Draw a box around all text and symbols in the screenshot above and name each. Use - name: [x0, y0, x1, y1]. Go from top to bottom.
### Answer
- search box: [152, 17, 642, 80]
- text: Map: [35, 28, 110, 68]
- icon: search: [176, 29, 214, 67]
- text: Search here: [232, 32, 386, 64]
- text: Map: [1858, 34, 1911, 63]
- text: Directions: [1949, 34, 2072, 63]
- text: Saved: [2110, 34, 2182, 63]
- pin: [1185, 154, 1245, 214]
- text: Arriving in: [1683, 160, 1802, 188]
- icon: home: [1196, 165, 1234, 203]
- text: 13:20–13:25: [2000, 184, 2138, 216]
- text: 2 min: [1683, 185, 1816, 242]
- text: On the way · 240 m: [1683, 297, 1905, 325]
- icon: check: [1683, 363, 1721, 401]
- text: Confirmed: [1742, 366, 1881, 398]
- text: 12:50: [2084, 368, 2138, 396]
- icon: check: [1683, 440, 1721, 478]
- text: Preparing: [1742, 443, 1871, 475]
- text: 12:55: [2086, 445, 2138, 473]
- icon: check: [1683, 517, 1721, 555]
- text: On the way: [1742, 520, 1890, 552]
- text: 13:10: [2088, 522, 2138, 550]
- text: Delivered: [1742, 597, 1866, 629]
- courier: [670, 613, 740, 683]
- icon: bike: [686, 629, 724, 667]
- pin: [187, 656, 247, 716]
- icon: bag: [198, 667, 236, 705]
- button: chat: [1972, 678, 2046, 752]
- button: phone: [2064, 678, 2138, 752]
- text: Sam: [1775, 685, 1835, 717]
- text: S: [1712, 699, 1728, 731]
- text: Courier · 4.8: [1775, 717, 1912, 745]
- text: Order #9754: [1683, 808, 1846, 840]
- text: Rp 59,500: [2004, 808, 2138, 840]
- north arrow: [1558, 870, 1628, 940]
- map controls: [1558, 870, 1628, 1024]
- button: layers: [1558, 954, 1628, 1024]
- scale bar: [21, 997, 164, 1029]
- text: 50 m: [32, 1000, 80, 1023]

• _Work instructions_
Your reply should be one number: how many lines in this listing contain the string "icon".

• _Exercise answer_
7